### Work order
Please copy every line of the records below that holds the word "heat".
***
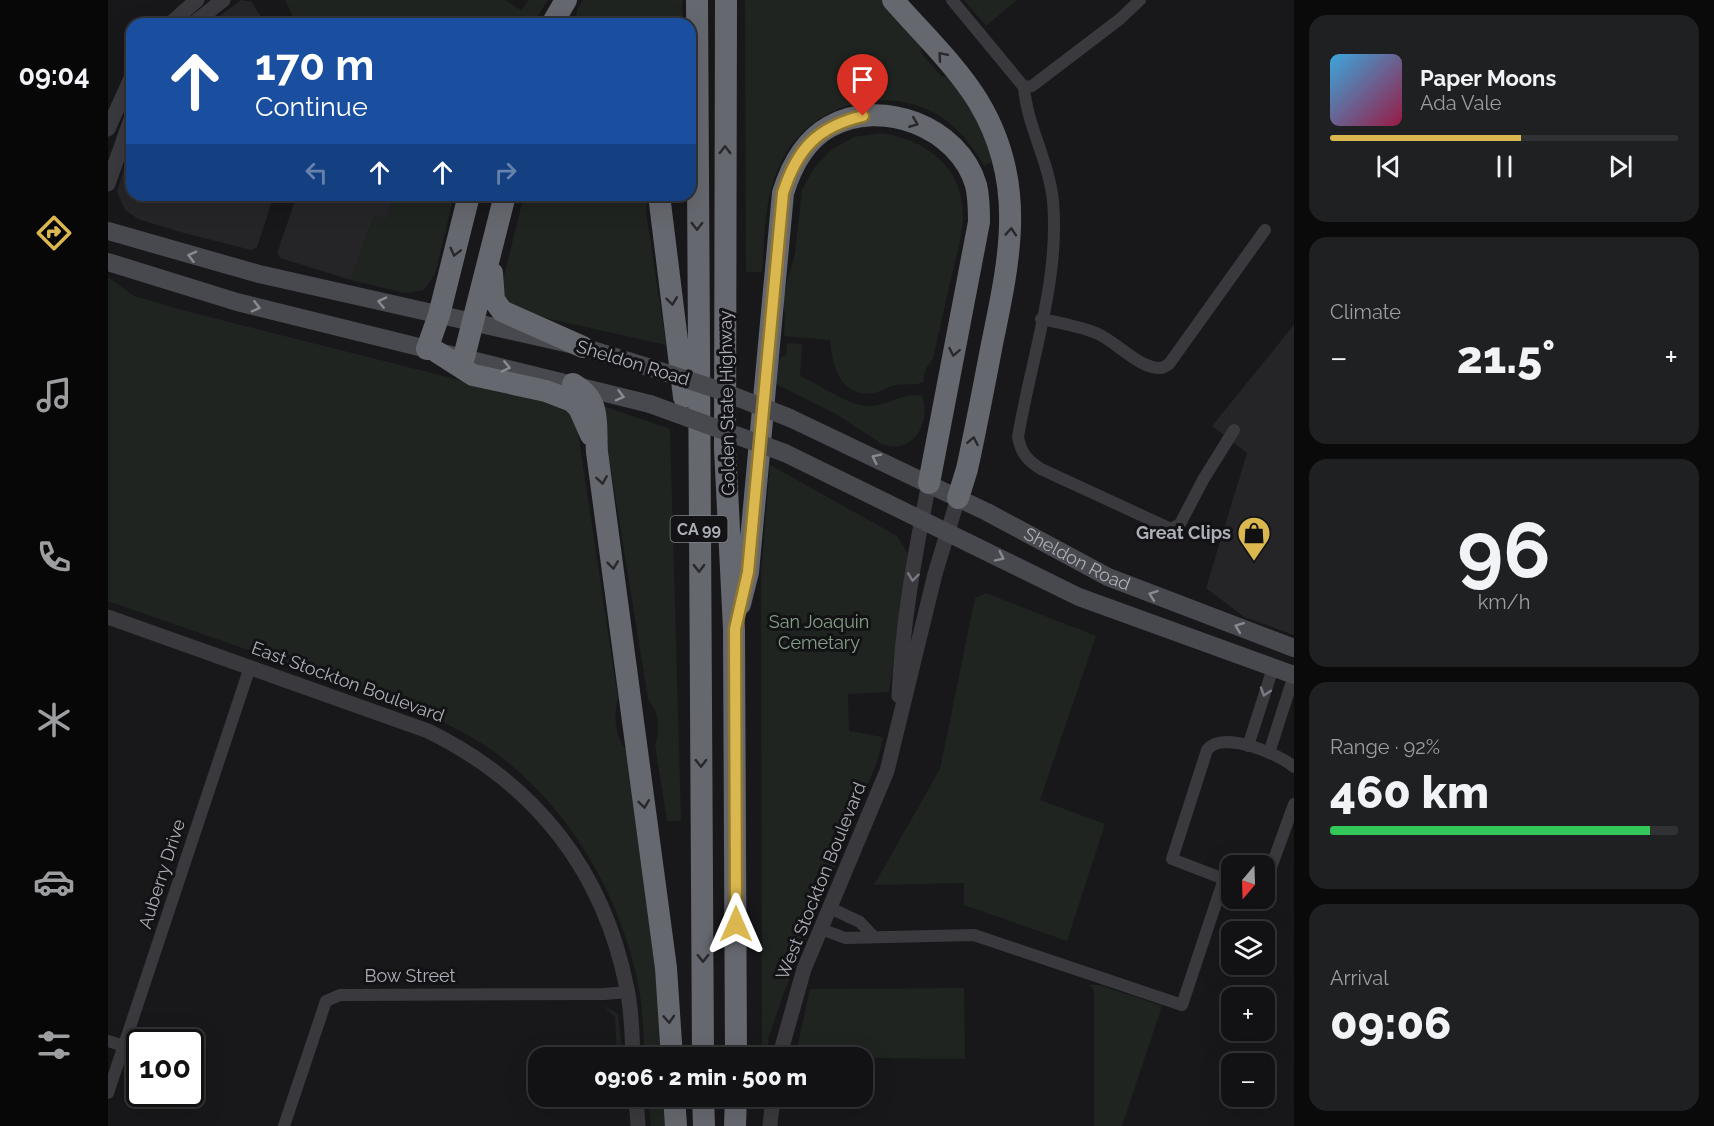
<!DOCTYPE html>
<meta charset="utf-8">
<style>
body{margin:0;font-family:Raleway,sans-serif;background:#1f2022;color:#f1f3f6;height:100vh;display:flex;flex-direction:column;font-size:22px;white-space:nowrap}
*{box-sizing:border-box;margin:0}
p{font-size:20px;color:#9c9ea0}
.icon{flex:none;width:33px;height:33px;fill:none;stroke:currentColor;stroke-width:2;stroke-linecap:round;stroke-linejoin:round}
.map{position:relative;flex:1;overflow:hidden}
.sheet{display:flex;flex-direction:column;gap:15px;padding:15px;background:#0a0a0b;width:420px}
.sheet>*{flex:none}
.banner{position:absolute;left:18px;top:18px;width:570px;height:183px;border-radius:18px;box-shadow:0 6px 24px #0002,0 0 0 2px #313234;background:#1a4fa0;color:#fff;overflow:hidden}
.needle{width:39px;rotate:199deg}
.fabs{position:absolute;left:1113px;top:855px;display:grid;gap:12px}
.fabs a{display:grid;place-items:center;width:54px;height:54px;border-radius:12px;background:#121214;box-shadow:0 6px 24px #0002,0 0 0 2px #313234;font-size:30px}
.speed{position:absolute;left:18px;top:1029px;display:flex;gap:12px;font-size:30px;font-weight:700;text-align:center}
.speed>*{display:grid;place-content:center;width:78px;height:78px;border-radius:50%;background:#121214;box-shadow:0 6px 24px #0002,0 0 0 2px #313234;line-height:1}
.speed .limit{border:3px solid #111;border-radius:9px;background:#fff;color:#111}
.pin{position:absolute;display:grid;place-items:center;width:51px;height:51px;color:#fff;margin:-62px -26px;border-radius:50% 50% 50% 0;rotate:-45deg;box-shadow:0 0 6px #0007}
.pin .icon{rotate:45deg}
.me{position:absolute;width:66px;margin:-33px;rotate:0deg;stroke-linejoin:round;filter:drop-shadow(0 0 4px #0008)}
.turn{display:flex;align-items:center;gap:21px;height:126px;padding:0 30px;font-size:27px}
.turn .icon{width:78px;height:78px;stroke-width:2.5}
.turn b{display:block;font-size:42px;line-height:51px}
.lanes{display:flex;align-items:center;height:57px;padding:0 30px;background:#0003;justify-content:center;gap:30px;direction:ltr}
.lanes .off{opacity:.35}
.big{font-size:45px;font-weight:800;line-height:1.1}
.sheet .widget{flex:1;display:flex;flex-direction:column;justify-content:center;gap:9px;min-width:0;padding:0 21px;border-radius:18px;background:#1f2022}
.sheet .dial{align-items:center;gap:0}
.dial b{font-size:78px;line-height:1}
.song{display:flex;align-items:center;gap:18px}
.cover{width:72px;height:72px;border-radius:9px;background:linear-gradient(135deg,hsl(200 70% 55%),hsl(340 70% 35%))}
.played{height:6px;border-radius:3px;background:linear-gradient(90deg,#dbb74f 55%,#313234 55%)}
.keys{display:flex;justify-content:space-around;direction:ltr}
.heat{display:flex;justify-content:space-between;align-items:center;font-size:33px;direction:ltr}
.charge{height:9px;border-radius:4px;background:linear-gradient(90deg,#34c759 92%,#313234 0)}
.trip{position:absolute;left:420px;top:1047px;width:345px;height:60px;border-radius:18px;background:#121214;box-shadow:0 6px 24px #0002,0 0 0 2px #313234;font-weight:800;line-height:60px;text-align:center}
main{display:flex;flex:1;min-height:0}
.menu{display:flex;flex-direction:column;width:108px;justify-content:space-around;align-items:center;background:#070708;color:#9c9ea0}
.menu .icon{width:42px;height:42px}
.menu .selected{color:#dbb74f}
.menu b{font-size:27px;color:#f1f3f6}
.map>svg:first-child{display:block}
</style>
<main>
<nav class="menu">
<b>09:04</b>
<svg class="icon selected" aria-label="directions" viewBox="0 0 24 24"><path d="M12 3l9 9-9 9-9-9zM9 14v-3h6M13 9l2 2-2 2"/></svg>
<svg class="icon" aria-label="music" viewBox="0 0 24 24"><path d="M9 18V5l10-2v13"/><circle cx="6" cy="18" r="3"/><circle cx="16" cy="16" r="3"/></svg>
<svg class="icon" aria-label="phone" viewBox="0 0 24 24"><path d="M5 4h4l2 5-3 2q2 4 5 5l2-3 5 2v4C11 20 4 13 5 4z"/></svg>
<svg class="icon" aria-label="climate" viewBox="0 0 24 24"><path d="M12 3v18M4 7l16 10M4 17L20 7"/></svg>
<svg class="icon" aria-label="car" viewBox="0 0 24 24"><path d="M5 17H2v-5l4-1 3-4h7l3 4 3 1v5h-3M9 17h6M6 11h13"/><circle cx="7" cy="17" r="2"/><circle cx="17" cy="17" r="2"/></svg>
<svg class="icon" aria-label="filters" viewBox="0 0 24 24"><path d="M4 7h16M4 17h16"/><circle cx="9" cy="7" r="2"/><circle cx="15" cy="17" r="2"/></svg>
</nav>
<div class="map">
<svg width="1186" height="1126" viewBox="0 0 1186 1126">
<rect width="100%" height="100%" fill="#18181a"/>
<!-- built -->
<path fill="#252427" d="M133,0L144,2L157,24H101Z
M24,140V195H166L149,247L143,250L72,232L30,219L17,210L9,192Z
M189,195H287L279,220L266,216L243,280L172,258L169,253Z
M1186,325V635L1136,617L1098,588L1139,453L1104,426Z"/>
<!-- green -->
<path fill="#1f2420" d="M177,0H397L413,10L421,0H440L425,24H189Z
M475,0H574L575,24H467L469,9Z
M637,0H775L812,42L814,54L833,76L843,78L875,129L886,161L876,166C865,147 853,131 835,118C780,82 703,103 674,160C656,195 657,235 654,272H638Z
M856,0H909L878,26Z
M772,133C815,138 855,166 855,214C855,236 848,257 843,278C837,305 831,332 825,359L818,368L815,382C807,386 797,383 788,385C780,387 774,391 766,393C732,398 724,365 722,340L676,336L677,314L674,299L687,254L694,190L706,168L723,150L746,137Z
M287,195H346L327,274L316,290L297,293L243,280L266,216L279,220Z
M416,195H540L538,212L558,345L411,312L399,304L394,284Z
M0,277L26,296L74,310L458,407L469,425L510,699C505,716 507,738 519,751L559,1057H537C535,1035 535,1011 531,989C513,892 455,794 370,741C345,726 319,714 292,703L0,601Z
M679,343L694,344L692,376C713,385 735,403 758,406C777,408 793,392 814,396C823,421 806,456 774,444L728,414L666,383L668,366L674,356H678Z
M496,406L562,429L573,821H559L547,745C553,729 551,712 540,699L493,408Z
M662,465L789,536L800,554V567L781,692L740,694L741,731L775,737L770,759L675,995L661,1036L658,1058L654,1057L653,574Z
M878,593L988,636L932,800L997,824L959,941L856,905V883L766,885L832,769L867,598Z
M982,985H991L1054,1006L1014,1126H986V991Z
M856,988L857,1059L687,1057L702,989Z
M495,1005L510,1014L515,1057H509L507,1017Z
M540,1097H561L563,1126H543Z"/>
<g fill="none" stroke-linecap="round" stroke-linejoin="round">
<!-- minor -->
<path stroke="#3a3a3e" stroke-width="12" d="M844,0L916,87L924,86L1012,19L1032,0
M916,87C919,126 941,161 945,201C952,280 923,359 910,437C913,453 919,460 933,469L1063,529L1072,524L1095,480L1126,430
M933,319C952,323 971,326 988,333C1010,342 1030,369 1054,368L1061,364L1157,230
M1140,746L1165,668
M1161,753L1186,675
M1156,887L1186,804
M722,908L752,922L765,936
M713,929L737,938L866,935L1074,1005L1116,879L1064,859L1099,750C1113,730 1170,753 1186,767
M0,1041L16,1046
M0,1093L142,667
M176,1126L218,1001L232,995L496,994L520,992"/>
<!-- tertiary -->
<path stroke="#3a3a3e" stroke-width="15" d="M62,24L89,0
M85,24L115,0
M0,129L24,76
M0,184L24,116
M0,617L320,731C428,784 496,871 519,989C524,1011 524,1035 525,1058
M791,696C794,625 807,553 821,483
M671,1058L696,969L779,771L827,574L850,498
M528,1096L530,1126
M662,1126L665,1096"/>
<!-- secondary -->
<g stroke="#48494e" stroke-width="18">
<path d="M0,231L151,274L475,347L540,367"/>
<path d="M0,262L129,302L542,404"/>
<path id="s1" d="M682,418L879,512L1000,577L1186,648"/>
<path d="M677,453L971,597L1186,675"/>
</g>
<!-- motorway -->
<path stroke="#66686f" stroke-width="22" d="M589,0L595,1058
M618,0L617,449L626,629L628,1058
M785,0C813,32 847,64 870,101C919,182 902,257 884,344C876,386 868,428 859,469L850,498
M444,24L458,0
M551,195L576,397
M384,273L386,300L394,311L475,347
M319,349L331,315L361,195
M329,352L365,375L438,391L464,401L471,408L483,435
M356,357L397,195
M465,384C494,401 487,423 489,452L558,968L564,1058
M632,604L640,572L675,193C683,167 696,141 721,127C773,97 851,127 868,185C871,197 871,210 871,222L821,483
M566,1096L568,1126
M595,1096L596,1126
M627,1126L628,1096"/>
<!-- secondary-bridge -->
<path stroke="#48494e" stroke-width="18" d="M540,367L608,389L682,418
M542,404L677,453"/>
</g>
<!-- one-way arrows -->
<defs><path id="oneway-chevron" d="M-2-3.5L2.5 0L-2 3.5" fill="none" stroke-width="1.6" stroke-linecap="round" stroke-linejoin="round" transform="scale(1.5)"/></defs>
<g stroke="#28282c">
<use href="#oneway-chevron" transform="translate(834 56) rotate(-131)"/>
<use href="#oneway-chevron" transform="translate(806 123) rotate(22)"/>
<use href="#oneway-chevron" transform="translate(617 150) rotate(-90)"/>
<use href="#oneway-chevron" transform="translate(589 226) rotate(90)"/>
<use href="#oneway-chevron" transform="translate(903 232) rotate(-86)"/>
<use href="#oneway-chevron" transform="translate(347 252) rotate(104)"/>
<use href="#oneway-chevron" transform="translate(564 301) rotate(83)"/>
<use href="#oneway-chevron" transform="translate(846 352) rotate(101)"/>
<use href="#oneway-chevron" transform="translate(865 441) rotate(-79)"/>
<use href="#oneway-chevron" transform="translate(494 480) rotate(81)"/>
<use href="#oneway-chevron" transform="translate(505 565) rotate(83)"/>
<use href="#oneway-chevron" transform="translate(591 568) rotate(89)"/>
<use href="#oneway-chevron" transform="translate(593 763) rotate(89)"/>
<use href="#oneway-chevron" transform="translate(536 804) rotate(82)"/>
<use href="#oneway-chevron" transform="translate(595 958) rotate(89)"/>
<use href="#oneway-chevron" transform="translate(561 1019) rotate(86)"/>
</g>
<g stroke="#898b93">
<use href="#oneway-chevron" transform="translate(84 256) rotate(-165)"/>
<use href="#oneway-chevron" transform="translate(274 302) rotate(-167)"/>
<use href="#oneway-chevron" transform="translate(148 307) rotate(14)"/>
<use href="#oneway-chevron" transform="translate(398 367) rotate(13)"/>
<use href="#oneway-chevron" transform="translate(512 396) rotate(15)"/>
<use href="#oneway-chevron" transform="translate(768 458) rotate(-154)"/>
<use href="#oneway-chevron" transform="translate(892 557) rotate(26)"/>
<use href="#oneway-chevron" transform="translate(1045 595) rotate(-160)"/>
<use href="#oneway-chevron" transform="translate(1131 627) rotate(-159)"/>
</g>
<g stroke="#797a81">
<use href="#oneway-chevron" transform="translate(805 577) rotate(97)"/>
<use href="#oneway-chevron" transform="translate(1157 692) rotate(108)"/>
</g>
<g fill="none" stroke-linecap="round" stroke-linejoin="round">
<!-- route casing -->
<g stroke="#8e7733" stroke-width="15">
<path id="route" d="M628,924L627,629L640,572L675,193C689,149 709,127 755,116"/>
</g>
<!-- route -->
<use href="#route" stroke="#dbb74f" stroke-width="10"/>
</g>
<!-- icons -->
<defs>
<g id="shop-pin" transform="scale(1.725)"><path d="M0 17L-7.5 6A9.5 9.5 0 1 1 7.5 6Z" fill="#dbb74f" stroke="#131315"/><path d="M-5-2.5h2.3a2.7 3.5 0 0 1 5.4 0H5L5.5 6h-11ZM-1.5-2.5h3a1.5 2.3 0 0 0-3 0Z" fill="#111"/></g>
</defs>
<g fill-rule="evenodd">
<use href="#shop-pin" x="1146" y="533"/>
</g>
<g text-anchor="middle" stroke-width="6" stroke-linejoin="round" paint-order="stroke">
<!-- shield labels -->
<rect fill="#131315" stroke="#7e8087" stroke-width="1.5" x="562.5" y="516" width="57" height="26" rx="4.5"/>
<g font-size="16" font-weight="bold" fill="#acafb8">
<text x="591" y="535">CA 99</text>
</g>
<!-- street labels -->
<g font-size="18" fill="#acafb8" stroke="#131315">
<text transform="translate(525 363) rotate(17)" y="6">Sheldon Road</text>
<text transform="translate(619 403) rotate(-91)" y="6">Golden State Highway</text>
<text dy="6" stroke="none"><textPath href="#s1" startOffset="320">Sheldon Road</textPath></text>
<text transform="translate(240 682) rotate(20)" y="6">East Stockton Boulevard</text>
<text transform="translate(54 874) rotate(-72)" y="6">Auberry Drive</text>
<text transform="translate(713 881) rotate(-68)" y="6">West Stockton Boulevard</text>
<text x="302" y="982">Bow Street</text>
</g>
<!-- poi labels -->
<g font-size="18" font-weight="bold" fill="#acafb8" stroke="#131315" text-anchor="end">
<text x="1123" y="539">Great Clips</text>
</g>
<!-- park labels -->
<g font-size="18" fill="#86a089" stroke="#131315">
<text x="711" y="628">San Joaquin<tspan x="711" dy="21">Cemetary</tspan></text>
</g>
</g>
</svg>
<div class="fabs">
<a><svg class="needle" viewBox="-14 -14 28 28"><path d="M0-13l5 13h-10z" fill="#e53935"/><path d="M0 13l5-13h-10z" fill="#9c9ea0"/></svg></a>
<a><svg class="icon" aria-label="layers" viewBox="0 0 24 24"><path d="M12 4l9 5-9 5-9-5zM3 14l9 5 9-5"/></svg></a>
<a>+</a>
<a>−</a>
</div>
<div class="speed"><div class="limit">100</div></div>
<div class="pin" style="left:755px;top:116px;background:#d93025"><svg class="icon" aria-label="arrive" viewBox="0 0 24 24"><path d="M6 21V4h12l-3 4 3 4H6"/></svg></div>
<svg class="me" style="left:628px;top:924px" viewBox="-20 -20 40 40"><path d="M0-17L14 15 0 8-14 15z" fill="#dbb74f" stroke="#fff" stroke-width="4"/></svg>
<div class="trip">09:06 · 2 min · 500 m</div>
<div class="banner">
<div class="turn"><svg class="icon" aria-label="ahead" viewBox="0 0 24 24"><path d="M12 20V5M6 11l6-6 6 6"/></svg><div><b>170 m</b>Continue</div></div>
<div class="lanes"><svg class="icon off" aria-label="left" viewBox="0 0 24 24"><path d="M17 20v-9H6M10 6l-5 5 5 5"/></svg><svg class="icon" aria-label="ahead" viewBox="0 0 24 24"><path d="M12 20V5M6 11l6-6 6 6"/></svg><svg class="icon" aria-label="ahead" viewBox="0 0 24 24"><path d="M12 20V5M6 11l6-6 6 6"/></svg><svg class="icon off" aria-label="right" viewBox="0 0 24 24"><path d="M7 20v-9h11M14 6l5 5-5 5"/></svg></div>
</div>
</div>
<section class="sheet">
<div class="widget">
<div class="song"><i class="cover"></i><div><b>Paper Moons</b><p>Ada Vale</p></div></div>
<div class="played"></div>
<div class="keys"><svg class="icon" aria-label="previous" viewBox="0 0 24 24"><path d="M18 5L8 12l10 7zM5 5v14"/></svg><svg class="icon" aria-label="pause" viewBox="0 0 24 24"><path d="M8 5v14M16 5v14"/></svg><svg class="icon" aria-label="next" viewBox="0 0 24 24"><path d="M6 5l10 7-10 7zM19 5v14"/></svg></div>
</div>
<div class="widget"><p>Climate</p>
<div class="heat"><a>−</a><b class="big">21.5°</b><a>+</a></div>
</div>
<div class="widget dial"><b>96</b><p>km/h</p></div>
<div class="widget"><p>Range · 92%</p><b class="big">460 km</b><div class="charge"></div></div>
<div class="widget"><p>Arrival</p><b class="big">09:06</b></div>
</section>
</main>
***
### Reply
.heat{display:flex;justify-content:space-between;align-items:center;font-size:33px;direction:ltr}
<div class="heat"><a>−</a><b class="big">21.5°</b><a>+</a></div>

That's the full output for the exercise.